L3 Unicast Routing
The hardware is capable of L3 forwarding at wire speed. The ip
command is used to manage the routing configuration in the Linux kernel and is part of the iproute2
tool suite.
ip
makes it simple to configure the Linux Kernel, and offloading to hardware happens automatically.
However, the ip
command exposes many configuration options which are not handled in hardware. The specific constraints will be described in the relevant sections below.
1. Basic settings
Forwarding must be enabled in the kernel. There are separate settings for IPv4 and IPv6:
$ sysctl -w net.ipv4.ip_forward=1 $ sysctl -w net.ipv6.conf.all.forwarding=1
The hardware only supports L3 forwarding on a VLAN-aware bridge. To enable L3 forwarding, create a VLAN-aware bridge.

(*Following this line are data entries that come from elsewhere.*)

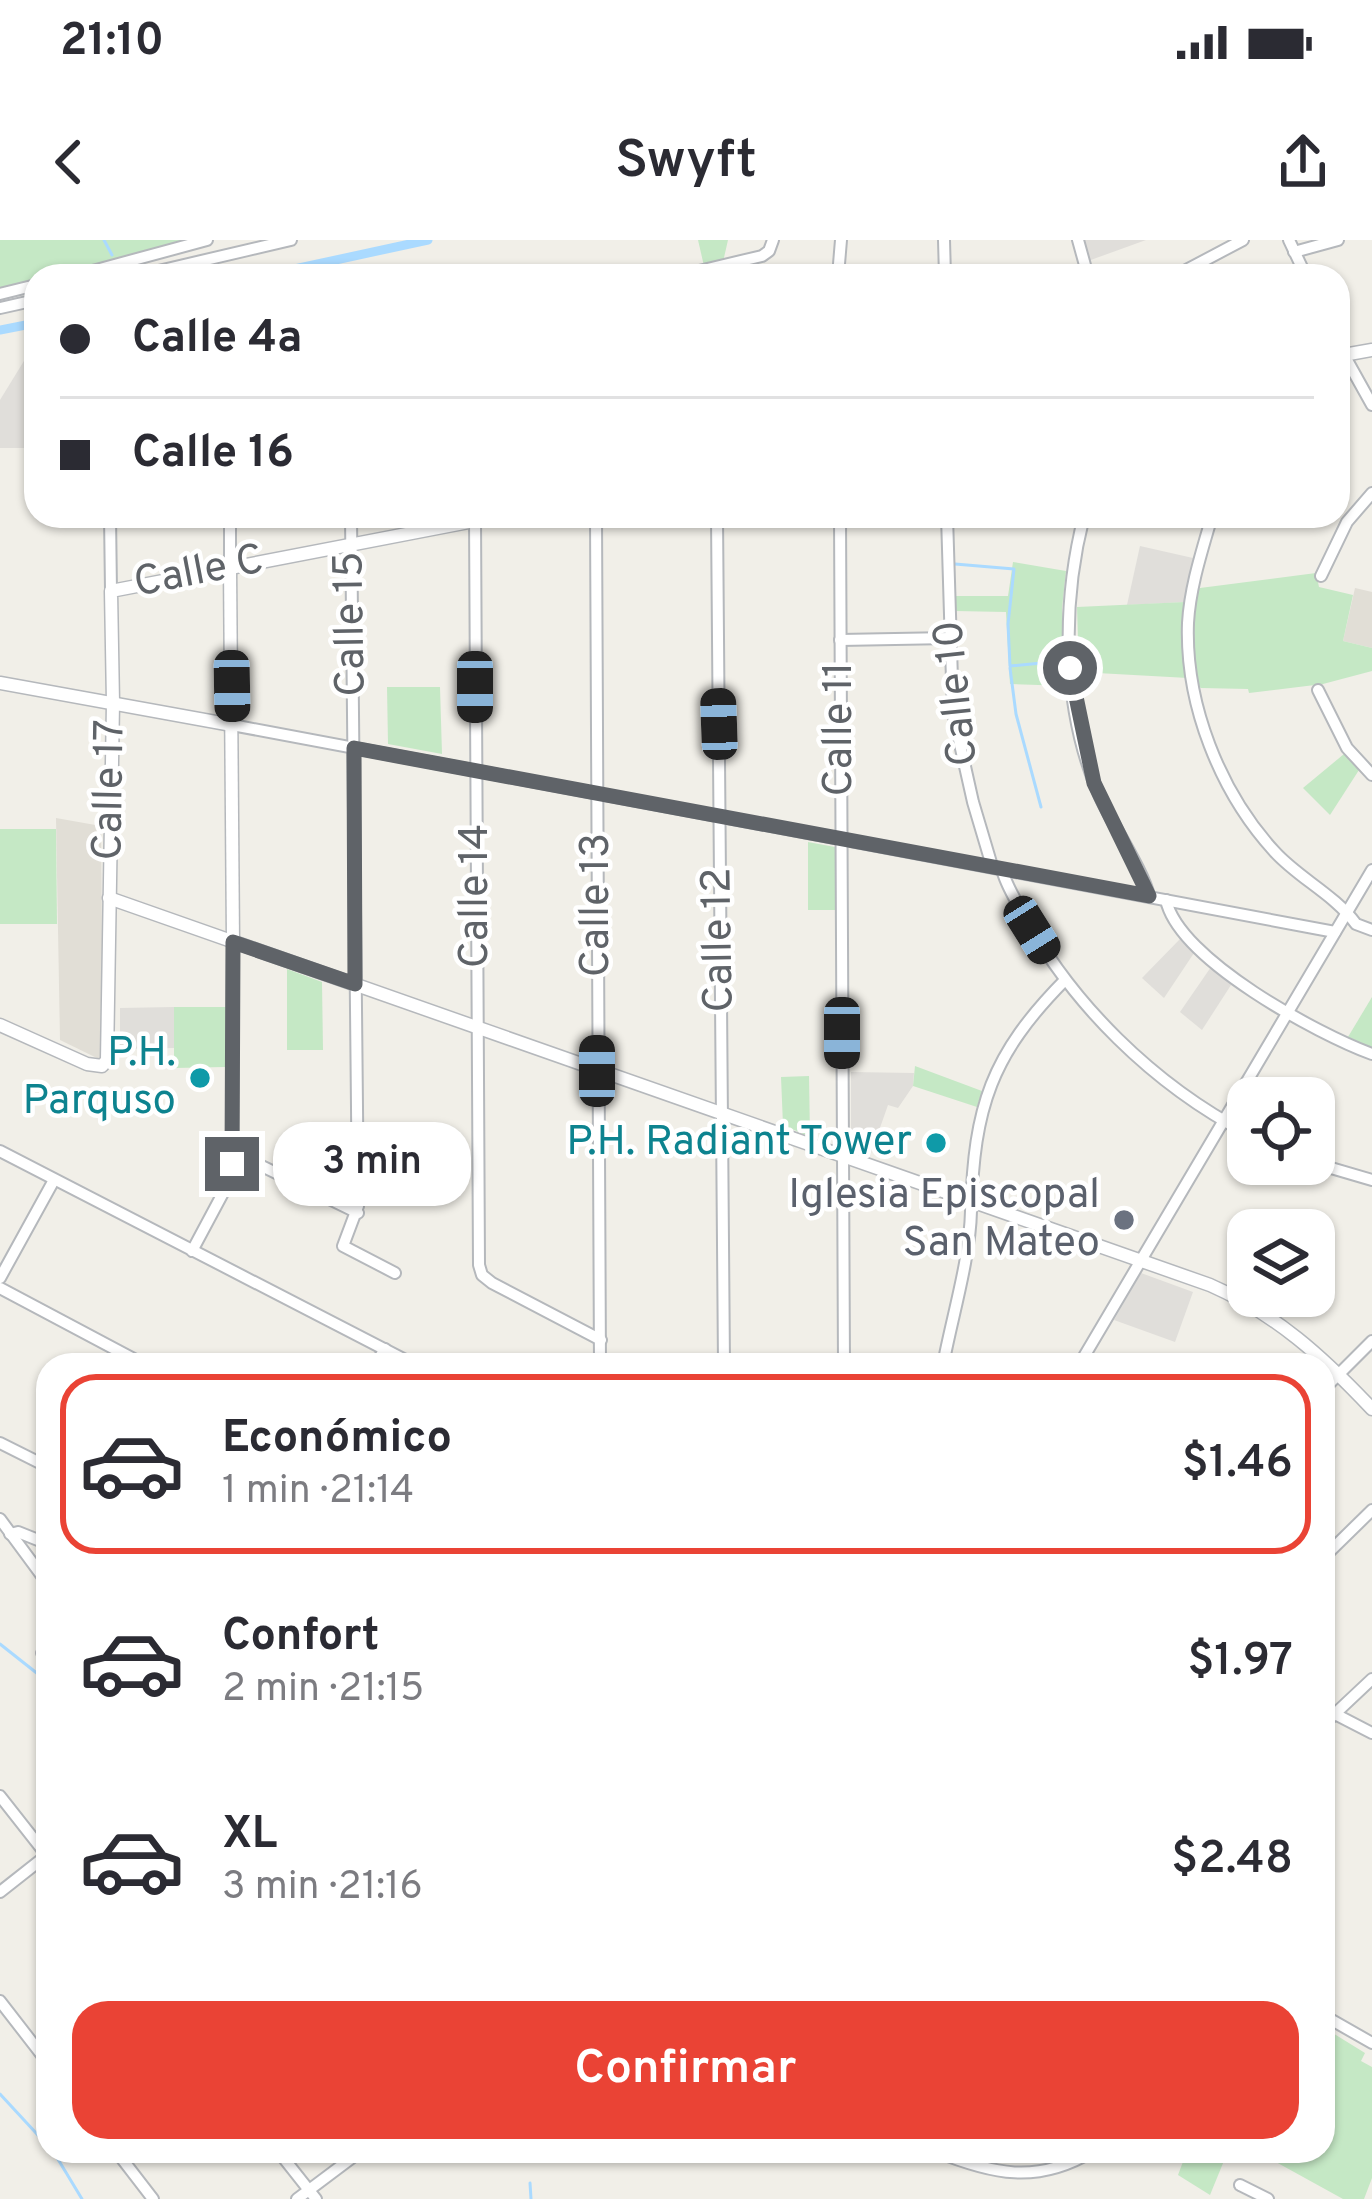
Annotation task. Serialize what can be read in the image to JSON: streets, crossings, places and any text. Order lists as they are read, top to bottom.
{
  "streets": {
    "street": [
      "Calle C",
      "Calle 15",
      "Calle 10",
      "Calle 11",
      "Calle 17",
      "Calle 14",
      "Calle 13",
      "Calle 12"
    ]
  },
  "crossings": [
    ["Calle C", "Calle 15"],
    ["Calle C", "Calle 17"],
    ["Calle 14", "Calle 13"]
  ],
  "places": ["P.H. Parquso", "P.H. Radiant Tower", "Iglesia Episcopal San Mateo"],
  "page": {
    "status": "21:10",
    "header": "Swyft",
    "banner": ["Calle 4a", "Calle 16"],
    "bubble": "3 min",
    "list": [
      {
        "name": "Económico",
        "note": "1 min · 21:14",
        "value": "$1.46"
      },
      {
        "name": "Confort",
        "note": "2 min · 21:15",
        "value": "$1.97"
      },
      {
        "name": "XL",
        "note": "3 min · 21:16",
        "value": "$2.48"
      }
    ],
    "buttons": "Confirmar"
  }
}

$ ip link add name br0 type bridge vlan_filtering 1 $ bridge vlan port vlan-id br0 1 PVID Egress Untagged
By default, all bridge ports are part of VID 1. If this is undesirable, you can create a bridge without default VLANs:
$ ip link add name br0 type bridge vlan_filtering 1 vlan_default_pvid 0
2. Router interfaces
To enable routing, specific interfaces must be created. We add VLAN 9
and VLAN 10
to the
bridge. For each VLAN we add upper VLAN interfaces, br0.10
and br0.9
, on top of the bridge.
These will become our router interfaces.
$ bridge vlan add dev br0 vid 10 self $ bridge vlan add dev br0 vid 9 self $ ip link add link br0 name br0.10 type vlan id 10 $ ip link add link br0 name br0.9 type vlan id 9 $ ip link set up dev br0.10 $ ip link set up dev br0.9
A router interface is associated with a specific VLAN ID. With the example above, the interface br0.10
is associated with VLAN 10
.
Router interfaces are created in hardware by assigning IP addresses to these interfaces.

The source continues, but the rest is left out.